PROBLEM REQUIREMENTS: Word for word, set down the entries below.

Data items
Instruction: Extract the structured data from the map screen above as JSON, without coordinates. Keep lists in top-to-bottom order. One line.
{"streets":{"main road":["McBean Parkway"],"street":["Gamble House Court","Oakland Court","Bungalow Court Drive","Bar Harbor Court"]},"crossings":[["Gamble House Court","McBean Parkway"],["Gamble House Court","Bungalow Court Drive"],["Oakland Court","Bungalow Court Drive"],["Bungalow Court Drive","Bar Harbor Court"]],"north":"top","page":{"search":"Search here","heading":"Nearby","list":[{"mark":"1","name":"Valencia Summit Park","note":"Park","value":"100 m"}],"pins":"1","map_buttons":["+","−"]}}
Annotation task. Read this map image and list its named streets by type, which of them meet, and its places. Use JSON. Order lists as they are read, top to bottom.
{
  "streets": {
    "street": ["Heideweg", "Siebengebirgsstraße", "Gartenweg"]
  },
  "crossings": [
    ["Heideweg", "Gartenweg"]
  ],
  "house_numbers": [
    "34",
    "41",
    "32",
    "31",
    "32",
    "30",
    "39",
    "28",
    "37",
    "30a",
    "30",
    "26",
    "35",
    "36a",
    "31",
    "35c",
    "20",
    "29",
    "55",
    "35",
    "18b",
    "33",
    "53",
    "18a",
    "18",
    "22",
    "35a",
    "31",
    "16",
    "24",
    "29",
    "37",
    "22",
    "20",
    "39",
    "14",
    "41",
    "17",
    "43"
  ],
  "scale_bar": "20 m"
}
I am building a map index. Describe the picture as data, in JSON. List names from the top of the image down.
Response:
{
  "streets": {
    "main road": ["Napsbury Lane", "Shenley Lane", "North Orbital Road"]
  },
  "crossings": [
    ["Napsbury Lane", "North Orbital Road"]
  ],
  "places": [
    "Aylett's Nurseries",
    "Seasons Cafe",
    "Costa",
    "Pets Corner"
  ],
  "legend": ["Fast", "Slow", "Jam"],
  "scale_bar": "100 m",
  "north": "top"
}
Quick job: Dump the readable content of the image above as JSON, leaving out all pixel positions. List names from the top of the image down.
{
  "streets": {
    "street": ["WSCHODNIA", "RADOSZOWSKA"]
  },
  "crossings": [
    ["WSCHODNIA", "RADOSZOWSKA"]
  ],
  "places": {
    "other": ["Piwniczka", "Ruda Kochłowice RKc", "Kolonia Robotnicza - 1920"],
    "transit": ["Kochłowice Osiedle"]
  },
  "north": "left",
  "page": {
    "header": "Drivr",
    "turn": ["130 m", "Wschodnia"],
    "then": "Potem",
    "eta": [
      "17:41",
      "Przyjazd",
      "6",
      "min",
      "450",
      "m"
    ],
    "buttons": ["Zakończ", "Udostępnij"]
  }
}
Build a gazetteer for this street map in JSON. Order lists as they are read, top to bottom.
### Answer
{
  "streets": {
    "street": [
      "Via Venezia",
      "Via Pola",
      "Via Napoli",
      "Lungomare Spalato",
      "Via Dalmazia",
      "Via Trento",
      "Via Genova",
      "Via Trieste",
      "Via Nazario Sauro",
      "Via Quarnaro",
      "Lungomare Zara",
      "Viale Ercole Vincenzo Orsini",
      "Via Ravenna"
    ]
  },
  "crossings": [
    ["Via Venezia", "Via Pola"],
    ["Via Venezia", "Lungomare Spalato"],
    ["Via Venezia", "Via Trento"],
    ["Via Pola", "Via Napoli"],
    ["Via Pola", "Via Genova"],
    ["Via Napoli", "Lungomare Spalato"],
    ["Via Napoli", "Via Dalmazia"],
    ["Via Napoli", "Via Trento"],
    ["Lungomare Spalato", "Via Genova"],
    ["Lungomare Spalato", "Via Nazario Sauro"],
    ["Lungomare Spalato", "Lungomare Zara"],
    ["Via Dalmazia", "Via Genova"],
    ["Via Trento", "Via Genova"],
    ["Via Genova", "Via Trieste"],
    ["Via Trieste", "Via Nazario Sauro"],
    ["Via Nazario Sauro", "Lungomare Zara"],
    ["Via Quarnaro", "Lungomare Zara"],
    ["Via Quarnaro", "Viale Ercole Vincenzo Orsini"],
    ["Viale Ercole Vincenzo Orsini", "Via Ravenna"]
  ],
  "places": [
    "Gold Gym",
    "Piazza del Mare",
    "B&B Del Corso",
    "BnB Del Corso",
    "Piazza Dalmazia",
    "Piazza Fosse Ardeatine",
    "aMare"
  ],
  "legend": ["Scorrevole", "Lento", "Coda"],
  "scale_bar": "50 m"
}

FINISHED TASK:
Instruction: Extract the structured data from the map screen above as JSON, without coordinates. Keep lists in top-to-bottom order. One line.
{"streets":{"main road":["McBean Parkway"],"street":["Gamble House Court","Oakland Court","Bungalow Court Drive","Bar Harbor Court"]},"crossings":[["Gamble House Court","McBean Parkway"],["Gamble House Court","Bungalow Court Drive"],["Oakland Court","Bungalow Court Drive"],["Bungalow Court Drive","Bar Harbor Court"]],"north":"top","page":{"search":"Search here","heading":"Nearby","list":[{"mark":"1","name":"Valencia Summit Park","note":"Park","value":"100 m"}],"pins":"1","map_buttons":["+","−"]}}
Annotation task. Read this map image and list its named streets by type, which of them meet, and its places. Use JSON. Order lists as they are read, top to bottom.
{
  "streets": {
    "street": ["Heideweg", "Siebengebirgsstraße", "Gartenweg"]
  },
  "crossings": [
    ["Heideweg", "Gartenweg"]
  ],
  "house_numbers": [
    "34",
    "41",
    "32",
    "31",
    "32",
    "30",
    "39",
    "28",
    "37",
    "30a",
    "30",
    "26",
    "35",
    "36a",
    "31",
    "35c",
    "20",
    "29",
    "55",
    "35",
    "18b",
    "33",
    "53",
    "18a",
    "18",
    "22",
    "35a",
    "31",
    "16",
    "24",
    "29",
    "37",
    "22",
    "20",
    "39",
    "14",
    "41",
    "17",
    "43"
  ],
  "scale_bar": "20 m"
}
I am building a map index. Describe the picture as data, in JSON. List names from the top of the image down.
Response:
{
  "streets": {
    "main road": ["Napsbury Lane", "Shenley Lane", "North Orbital Road"]
  },
  "crossings": [
    ["Napsbury Lane", "North Orbital Road"]
  ],
  "places": [
    "Aylett's Nurseries",
    "Seasons Cafe",
    "Costa",
    "Pets Corner"
  ],
  "legend": ["Fast", "Slow", "Jam"],
  "scale_bar": "100 m",
  "north": "top"
}
Quick job: Dump the readable content of the image above as JSON, leaving out all pixel positions. List names from the top of the image down.
{
  "streets": {
    "street": ["WSCHODNIA", "RADOSZOWSKA"]
  },
  "crossings": [
    ["WSCHODNIA", "RADOSZOWSKA"]
  ],
  "places": {
    "other": ["Piwniczka", "Ruda Kochłowice RKc", "Kolonia Robotnicza - 1920"],
    "transit": ["Kochłowice Osiedle"]
  },
  "north": "left",
  "page": {
    "header": "Drivr",
    "turn": ["130 m", "Wschodnia"],
    "then": "Potem",
    "eta": [
      "17:41",
      "Przyjazd",
      "6",
      "min",
      "450",
      "m"
    ],
    "buttons": ["Zakończ", "Udostępnij"]
  }
}
Build a gazetteer for this street map in JSON. Order lists as they are read, top to bottom.
### Answer
{
  "streets": {
    "street": [
      "Via Venezia",
      "Via Pola",
      "Via Napoli",
      "Lungomare Spalato",
      "Via Dalmazia",
      "Via Trento",
      "Via Genova",
      "Via Trieste",
      "Via Nazario Sauro",
      "Via Quarnaro",
      "Lungomare Zara",
      "Viale Ercole Vincenzo Orsini",
      "Via Ravenna"
    ]
  },
  "crossings": [
    ["Via Venezia", "Via Pola"],
    ["Via Venezia", "Lungomare Spalato"],
    ["Via Venezia", "Via Trento"],
    ["Via Pola", "Via Napoli"],
    ["Via Pola", "Via Genova"],
    ["Via Napoli", "Lungomare Spalato"],
    ["Via Napoli", "Via Dalmazia"],
    ["Via Napoli", "Via Trento"],
    ["Lungomare Spalato", "Via Genova"],
    ["Lungomare Spalato", "Via Nazario Sauro"],
    ["Lungomare Spalato", "Lungomare Zara"],
    ["Via Dalmazia", "Via Genova"],
    ["Via Trento", "Via Genova"],
    ["Via Genova", "Via Trieste"],
    ["Via Trieste", "Via Nazario Sauro"],
    ["Via Nazario Sauro", "Lungomare Zara"],
    ["Via Quarnaro", "Lungomare Zara"],
    ["Via Quarnaro", "Viale Ercole Vincenzo Orsini"],
    ["Viale Ercole Vincenzo Orsini", "Via Ravenna"]
  ],
  "places": [
    "Gold Gym",
    "Piazza del Mare",
    "B&B Del Corso",
    "BnB Del Corso",
    "Piazza Dalmazia",
    "Piazza Fosse Ardeatine",
    "aMare"
  ],
  "legend": ["Scorrevole", "Lento", "Coda"],
  "scale_bar": "50 m"
}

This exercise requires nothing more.